Background Essay: Documenting <i>Brown</i>: Collected Excerpts
After the Civil War, Reconstruction legislation promised all citizens, including African Americans, equal rights under the law. The Fourteenth Amendment, ratified in 1868, granted citizenship rights to newly freed slaves and guaranteed equal protection under the law for all citizens. The Reconstruction era witnessed a surge in male voter registration, school enrollment, and employment among African Americans, but it also galvanized resistance among white southerners.
The Compromise of 1877 effectively ended Reconstruction. During the 1880s and 1890s, southern states, where 90 percent of African Americans lived, enacted laws and passed segregation ordinances designed to dismantle Reconstruction and restore white supremacy and control. Without the power of federal enforcement in many states, the Fourteenth Amendment had limited impact.
In 1892, a biracial man named Homer Plessy tested one such ordinance and was arrested for trying to sit in a "whites only" train car. Plessy used the equal protection clause of the Fourteenth Amendment as the basis for a lawsuit, arguing that his equal rights under the law had been violated.
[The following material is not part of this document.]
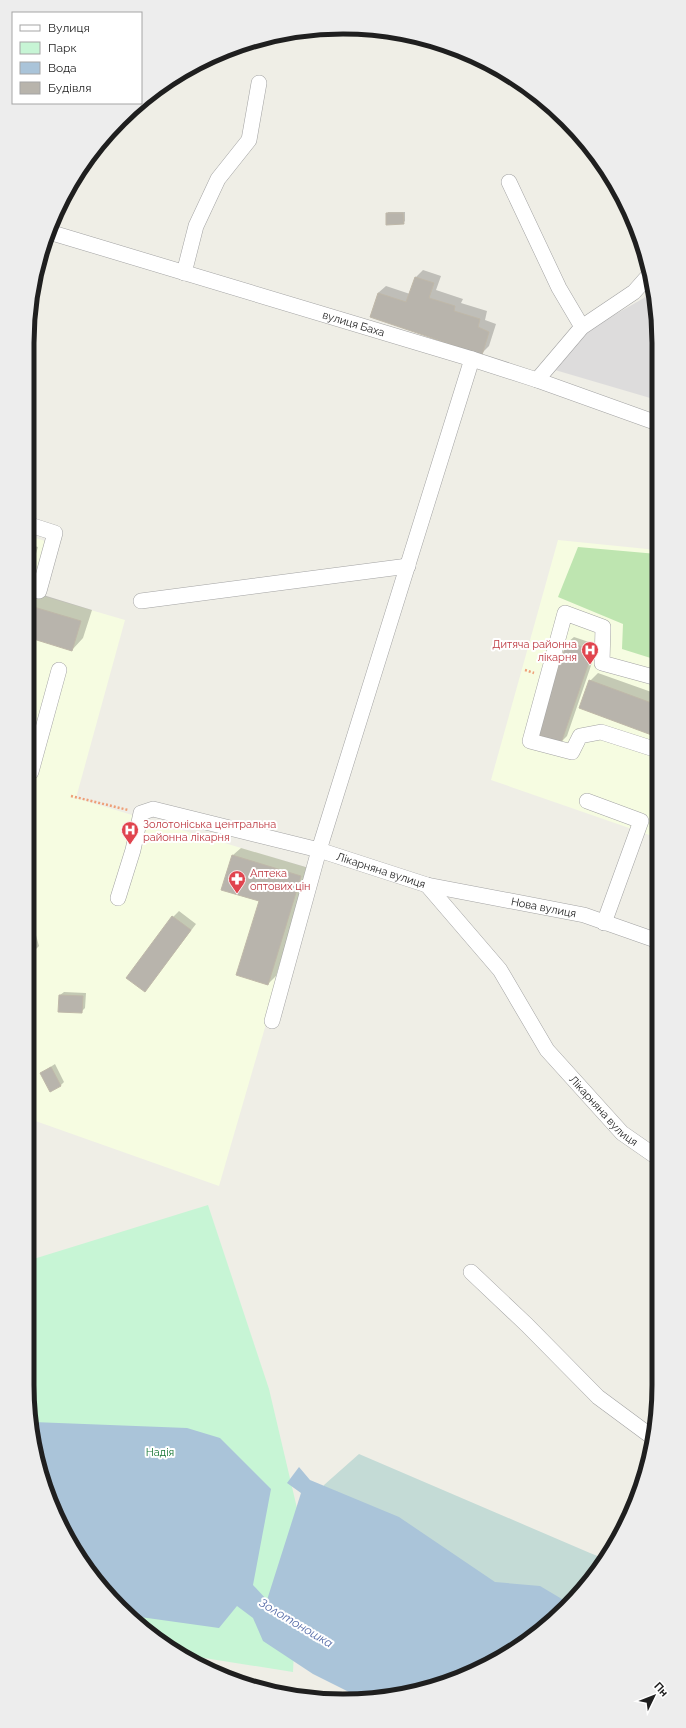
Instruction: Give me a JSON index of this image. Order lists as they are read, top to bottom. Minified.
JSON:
{"streets":{"street":["вулиця Баха","Лікарняна вулиця","Нова вулиця"]},"crossings":[["Лікарняна вулиця","Нова вулиця"]],"water":["Золотоношка"],"parks":["Надія"],"places":{"hospital":["Дитяча районна лікарня","Золотоніська центральна районна лікарня"],"pharmacy":["Аптека оптових цін"]},"legend":["Вулиця","Парк","Вода","Будівля"],"north":"top right"}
In 1896, the Supreme Court ruled in Plessy v. Ferguson that as long as they were equal, separate facilities did not violate the Fourteenth Amendment. This reasoning became known as the "separate but equal" doctrine, and segregation became sanctioned by law. The Fourteenth Amendment now had little effect, and with the rise of white supremacist groups such as the Ku Klux Klan, segregation and discrimination were often enforced with violence and intimidation.
In 1927, a Chinese American father, Gong Lum, sued the Rosedale, Mississippi school board when his daughter was denied admission to the local white school. In Gong Lum v. Rice, the Supreme Court ruled that since Martha Lum could not be classified as white, she could not attend the all-white public school.
During the 1930s, the National Association for the Advancement of Colored People (NAACP) embarked on a strategy to use the Fourteenth Amendment to challenge segregation and discrimination in state-supported graduate and professional schools, and by the end of World War II, won several legal victories. Then in 1946, a group of Mexican Americans from California, citing the Fourteenth Amendment, won a class action lawsuit to desegregate the Los Angeles public schools. In this case, Mendez v. Westminster, the judge ruled against the "separate but equal" doctrine and argued that separate schools are inherently unequal. This encouraged the NAACP to challenge the concept of "separate but equal" in public schools in southern and border states, including the District of Columbia.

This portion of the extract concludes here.